En estos días de la octava de Pascua, el Evangelio nos trae distintos episodios de las apariciones de Jesús resucitado. En cada uno se nos hace una revelación particular. En el evangelio de hoy, María Magdalena, entre llantos por la muerte de su Señor, va al sepulcro y no encuentra el cuerpo de Jesús. María Magdalena llora, hecha un mar de lágrimas. Necesita al Maestro. Sin embargo, le espera una sorpresa. Ella busca el cuerpo muerto de su Señor, y se encontrará con su Jesús resucitado, al que no reconocerá hasta que oiga de labios de Jesús su nombre.
En una homilía preciosa San Gregorio Magno (“Sobre los evangelios, que podemos) nos deja un comentario muy sugerente, “Mujer, ¿por qué lloras?, ¿a quién buscas? Se le pregunta la causa de su dolor con la finalidad de aumentar su deseo, ya que, al recordarle a quién busca, se enciende con más fuerza el fuego de su amor”. “Lo que hay que considerar en estos hechos es la intensidad del amor que ardía en el corazón de aquella mujer, que no se apartaba del sepulcro, aunque los discípulos se habían marchado de allí. Buscaba al que no había hallado, lo buscaba llorando y, encendida en el fuego de su amor, ardía en deseos de aquel a quien pensaba que se lo habían llevado. (…) Primero lo buscó, sin encontrarlo; perseveró luego en la búsqueda, y así fue como lo encontró; con la dilación, iba aumentando su deseo, y este deseo aumentado le valió hallar lo que buscaba. Los santos deseos, en efecto, aumentan con la dilación”. Persevera, le busca por todos los sitios, no piensa más que en Él. Podemos, tú y yo, sacar alguna consecuencia para que aprendamos a amar y a esperar de verdad. Podremos, entonces, comprender un poco cuando lo que deseamos y pedimos nosotros a Dios, nos parece que se retrasa. Es Dios que esperando a que nuestro deseo crezca, y lo haga también nuestra capacidad de recibir y, así, se nos dará mucho más de lo que pedimos. María Magdalena buscaba el cadáver de Jesús ¡y se encontró con Jesús vivo! No hay proporción entre lo buscado y lo recibido.
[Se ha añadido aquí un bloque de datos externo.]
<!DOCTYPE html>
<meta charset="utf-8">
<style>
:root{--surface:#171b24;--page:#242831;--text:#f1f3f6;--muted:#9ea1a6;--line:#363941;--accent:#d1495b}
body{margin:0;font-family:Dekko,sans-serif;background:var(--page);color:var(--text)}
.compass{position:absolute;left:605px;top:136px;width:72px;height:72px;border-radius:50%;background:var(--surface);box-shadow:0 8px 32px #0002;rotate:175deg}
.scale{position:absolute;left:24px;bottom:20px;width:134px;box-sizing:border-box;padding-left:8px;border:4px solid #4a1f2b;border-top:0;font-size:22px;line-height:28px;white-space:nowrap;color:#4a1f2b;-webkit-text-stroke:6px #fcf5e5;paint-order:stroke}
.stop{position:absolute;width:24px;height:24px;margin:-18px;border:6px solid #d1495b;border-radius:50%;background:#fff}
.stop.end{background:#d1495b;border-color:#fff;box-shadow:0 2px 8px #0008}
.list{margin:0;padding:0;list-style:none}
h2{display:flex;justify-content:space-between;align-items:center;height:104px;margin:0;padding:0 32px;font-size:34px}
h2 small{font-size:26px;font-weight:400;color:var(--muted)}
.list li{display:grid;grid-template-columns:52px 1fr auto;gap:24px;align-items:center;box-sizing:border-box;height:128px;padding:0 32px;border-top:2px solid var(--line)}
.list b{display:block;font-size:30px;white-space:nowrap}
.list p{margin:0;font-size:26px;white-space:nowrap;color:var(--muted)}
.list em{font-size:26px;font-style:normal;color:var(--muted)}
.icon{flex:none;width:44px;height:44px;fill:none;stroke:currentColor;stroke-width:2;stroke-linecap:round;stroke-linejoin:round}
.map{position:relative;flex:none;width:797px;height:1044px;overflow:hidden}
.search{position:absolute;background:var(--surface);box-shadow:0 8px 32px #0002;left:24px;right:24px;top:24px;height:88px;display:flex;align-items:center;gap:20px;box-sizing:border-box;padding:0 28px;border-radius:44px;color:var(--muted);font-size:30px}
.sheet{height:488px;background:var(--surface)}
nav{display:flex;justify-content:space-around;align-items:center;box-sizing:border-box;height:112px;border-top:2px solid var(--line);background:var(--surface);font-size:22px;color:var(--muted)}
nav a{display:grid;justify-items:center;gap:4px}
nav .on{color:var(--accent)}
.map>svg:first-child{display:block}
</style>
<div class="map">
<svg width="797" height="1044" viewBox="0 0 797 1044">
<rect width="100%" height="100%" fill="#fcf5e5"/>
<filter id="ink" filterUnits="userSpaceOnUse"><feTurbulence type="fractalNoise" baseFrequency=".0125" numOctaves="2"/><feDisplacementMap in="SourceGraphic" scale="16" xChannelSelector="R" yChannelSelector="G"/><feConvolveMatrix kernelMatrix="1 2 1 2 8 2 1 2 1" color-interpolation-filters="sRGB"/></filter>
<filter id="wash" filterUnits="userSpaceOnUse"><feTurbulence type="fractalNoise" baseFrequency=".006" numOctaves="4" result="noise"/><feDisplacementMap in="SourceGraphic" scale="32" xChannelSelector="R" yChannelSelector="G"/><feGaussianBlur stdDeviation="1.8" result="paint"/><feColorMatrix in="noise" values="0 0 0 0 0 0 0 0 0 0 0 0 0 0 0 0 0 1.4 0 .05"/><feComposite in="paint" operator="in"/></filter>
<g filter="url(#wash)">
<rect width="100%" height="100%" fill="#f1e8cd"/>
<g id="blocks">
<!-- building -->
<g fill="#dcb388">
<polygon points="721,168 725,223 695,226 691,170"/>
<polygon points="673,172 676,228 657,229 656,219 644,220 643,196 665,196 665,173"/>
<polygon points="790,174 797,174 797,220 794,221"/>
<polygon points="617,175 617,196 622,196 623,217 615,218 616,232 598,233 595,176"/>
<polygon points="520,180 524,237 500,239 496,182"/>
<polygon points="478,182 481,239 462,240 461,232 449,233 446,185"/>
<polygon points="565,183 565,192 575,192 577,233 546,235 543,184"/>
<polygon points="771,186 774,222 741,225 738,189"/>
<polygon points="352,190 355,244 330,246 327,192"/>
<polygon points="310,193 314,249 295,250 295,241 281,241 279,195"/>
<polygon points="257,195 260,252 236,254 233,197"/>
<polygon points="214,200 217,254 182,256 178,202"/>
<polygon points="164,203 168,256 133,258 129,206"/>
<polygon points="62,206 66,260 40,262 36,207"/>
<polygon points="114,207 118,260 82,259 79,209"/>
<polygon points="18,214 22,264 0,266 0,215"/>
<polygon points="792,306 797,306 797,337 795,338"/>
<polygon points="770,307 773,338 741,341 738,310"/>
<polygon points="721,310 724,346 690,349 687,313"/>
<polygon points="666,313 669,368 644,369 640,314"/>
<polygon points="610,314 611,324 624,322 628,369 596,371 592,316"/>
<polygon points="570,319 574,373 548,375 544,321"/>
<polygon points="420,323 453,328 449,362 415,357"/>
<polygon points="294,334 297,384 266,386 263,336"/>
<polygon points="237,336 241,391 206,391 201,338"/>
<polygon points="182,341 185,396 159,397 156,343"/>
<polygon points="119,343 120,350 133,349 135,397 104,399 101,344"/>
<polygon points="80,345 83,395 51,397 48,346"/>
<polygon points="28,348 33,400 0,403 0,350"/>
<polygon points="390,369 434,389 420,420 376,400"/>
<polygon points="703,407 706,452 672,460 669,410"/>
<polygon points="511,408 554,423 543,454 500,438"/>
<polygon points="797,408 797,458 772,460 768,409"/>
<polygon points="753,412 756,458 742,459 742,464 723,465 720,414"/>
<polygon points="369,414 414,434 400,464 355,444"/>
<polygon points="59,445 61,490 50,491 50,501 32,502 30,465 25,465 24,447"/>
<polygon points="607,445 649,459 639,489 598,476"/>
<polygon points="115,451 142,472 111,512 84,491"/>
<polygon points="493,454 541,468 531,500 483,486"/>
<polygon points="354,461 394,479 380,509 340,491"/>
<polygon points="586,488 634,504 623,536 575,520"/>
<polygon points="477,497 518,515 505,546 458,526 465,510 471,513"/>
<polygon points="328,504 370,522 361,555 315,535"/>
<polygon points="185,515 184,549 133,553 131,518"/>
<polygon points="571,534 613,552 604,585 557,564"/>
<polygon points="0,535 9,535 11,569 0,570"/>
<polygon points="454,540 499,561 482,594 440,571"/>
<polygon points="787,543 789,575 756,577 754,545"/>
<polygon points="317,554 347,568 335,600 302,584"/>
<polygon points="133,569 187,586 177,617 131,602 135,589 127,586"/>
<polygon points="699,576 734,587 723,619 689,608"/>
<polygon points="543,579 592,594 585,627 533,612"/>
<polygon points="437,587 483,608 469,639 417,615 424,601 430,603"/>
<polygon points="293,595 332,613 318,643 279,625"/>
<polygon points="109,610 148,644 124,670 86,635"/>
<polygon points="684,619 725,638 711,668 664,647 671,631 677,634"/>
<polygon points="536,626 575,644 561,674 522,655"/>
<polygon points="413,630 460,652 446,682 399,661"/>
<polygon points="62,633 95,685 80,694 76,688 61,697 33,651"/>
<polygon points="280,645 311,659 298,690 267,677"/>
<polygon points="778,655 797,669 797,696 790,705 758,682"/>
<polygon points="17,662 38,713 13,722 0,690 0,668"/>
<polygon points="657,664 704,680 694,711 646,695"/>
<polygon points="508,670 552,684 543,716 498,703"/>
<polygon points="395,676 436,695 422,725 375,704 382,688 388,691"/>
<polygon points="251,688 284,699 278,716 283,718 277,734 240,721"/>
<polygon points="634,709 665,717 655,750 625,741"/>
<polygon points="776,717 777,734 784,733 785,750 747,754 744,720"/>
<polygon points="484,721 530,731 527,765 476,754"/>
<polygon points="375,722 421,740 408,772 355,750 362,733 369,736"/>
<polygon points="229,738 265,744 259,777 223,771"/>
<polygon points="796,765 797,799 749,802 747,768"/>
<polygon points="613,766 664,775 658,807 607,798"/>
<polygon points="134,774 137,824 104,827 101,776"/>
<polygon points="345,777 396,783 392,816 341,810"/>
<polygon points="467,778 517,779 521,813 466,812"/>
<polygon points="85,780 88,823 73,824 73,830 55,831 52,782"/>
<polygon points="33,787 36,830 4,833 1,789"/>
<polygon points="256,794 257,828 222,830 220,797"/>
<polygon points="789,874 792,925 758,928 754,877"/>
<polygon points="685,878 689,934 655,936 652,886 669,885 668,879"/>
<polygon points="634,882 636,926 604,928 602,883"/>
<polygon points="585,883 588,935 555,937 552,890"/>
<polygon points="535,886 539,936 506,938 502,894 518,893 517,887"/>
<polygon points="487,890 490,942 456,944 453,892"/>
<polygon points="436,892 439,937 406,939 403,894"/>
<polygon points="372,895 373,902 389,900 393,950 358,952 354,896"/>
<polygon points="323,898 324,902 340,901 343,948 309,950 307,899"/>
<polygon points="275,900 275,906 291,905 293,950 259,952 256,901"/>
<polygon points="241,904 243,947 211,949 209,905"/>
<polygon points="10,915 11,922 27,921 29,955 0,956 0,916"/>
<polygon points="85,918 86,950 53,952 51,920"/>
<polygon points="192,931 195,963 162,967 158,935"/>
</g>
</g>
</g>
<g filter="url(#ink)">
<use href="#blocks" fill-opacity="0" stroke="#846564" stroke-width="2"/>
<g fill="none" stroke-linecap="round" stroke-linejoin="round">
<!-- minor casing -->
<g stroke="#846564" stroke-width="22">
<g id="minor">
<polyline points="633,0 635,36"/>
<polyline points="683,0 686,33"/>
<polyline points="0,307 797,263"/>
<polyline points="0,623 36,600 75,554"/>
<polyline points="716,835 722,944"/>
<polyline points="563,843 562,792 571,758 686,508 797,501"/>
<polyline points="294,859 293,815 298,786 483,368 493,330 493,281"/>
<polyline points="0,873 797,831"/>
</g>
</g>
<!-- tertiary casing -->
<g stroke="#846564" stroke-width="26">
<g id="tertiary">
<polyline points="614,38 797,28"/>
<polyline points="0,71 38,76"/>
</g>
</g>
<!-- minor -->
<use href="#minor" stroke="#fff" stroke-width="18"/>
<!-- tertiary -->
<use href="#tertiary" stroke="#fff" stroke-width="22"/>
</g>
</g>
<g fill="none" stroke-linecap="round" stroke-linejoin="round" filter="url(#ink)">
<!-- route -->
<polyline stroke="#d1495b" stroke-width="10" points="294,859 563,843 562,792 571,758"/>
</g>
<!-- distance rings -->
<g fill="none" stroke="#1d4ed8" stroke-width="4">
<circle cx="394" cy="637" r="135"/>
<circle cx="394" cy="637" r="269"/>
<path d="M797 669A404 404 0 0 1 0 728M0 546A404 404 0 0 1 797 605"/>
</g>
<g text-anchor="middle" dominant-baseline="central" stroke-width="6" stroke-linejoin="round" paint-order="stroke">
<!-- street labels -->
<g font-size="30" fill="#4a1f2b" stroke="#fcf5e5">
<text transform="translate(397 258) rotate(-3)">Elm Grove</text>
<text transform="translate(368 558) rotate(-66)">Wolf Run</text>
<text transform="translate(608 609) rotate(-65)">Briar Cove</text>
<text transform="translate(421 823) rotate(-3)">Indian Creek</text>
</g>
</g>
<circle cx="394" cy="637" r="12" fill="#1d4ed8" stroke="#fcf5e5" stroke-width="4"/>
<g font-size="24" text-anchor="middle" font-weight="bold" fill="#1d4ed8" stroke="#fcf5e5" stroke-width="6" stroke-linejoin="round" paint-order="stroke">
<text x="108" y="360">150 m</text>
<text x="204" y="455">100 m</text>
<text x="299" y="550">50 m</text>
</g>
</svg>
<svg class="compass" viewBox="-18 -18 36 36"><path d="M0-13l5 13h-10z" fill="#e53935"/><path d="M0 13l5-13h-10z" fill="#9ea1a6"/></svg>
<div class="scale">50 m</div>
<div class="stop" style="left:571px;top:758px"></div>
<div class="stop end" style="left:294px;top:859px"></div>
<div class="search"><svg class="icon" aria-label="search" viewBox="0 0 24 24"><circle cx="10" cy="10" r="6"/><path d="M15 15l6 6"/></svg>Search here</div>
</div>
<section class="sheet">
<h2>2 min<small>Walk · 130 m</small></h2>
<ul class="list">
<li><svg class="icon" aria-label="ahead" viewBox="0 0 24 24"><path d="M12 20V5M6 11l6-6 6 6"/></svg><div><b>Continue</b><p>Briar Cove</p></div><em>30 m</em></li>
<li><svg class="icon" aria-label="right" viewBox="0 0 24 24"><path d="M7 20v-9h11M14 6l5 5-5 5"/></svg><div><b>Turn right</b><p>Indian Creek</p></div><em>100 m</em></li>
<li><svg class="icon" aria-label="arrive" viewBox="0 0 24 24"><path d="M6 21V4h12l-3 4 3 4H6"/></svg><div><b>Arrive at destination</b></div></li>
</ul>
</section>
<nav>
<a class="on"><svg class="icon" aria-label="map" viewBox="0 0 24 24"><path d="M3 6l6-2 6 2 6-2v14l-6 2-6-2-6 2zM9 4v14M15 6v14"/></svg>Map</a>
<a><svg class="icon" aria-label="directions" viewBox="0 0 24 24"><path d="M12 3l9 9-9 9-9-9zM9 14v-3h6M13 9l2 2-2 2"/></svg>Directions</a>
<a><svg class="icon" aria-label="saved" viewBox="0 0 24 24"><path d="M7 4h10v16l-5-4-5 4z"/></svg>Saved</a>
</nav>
El otro detalle importante en este Evangelio, siguiendo esa homilía de San Gregorio Magno, es el diálogo. “Jesús le dice: «¡María!» Después de haberla llamado con el nombre genérico de «mujer», sin haber sido reconocido, la llama ahora por su nombre propio. Es como si le dijera: «Reconoce a aquel que te reconoce a ti. Yo te conozco, no de un modo genérico, como a los demás, sino en especial». María, al sentirse llamada por su nombre, reconoce al que lo ha pronunciado, y, al momento, lo llama: «Rabboni», es decir: «Maestro», ya que el mismo a quien ella buscaba exteriormente era el que interiormente la instruía para que lo buscase”. A cada uno nos llama por nuestro nombre (cf. Is 40, 26). Y nos dice “no temas, porque Yo te he redimido, Te he llamado por tu nombre; tú eres mío” (Is 43,2). No nos conoce ni nos ama de modo genérico. El Señor ha querido mi existencia, he nacido y vivo porque Él me ama, y lo empiezo a descubrir cuando pronuncia mi nombre y me sé conocido del modo más profundo que pueda haber y por eso no temo ante la presencia de Aquel que “tiene mi nombre escrito en la palma de Su mano” (Is 49, 16). Al contrario, me lleno de alegría y puedo clamar como la Magdalena, ¡Rabboni!
Madre de Jesús y Madre nuestra, acrecienta en nosotros el deseo de encontrarnos con tu Hijo resucitado y podamos gozar de su presencia ya en esta vida.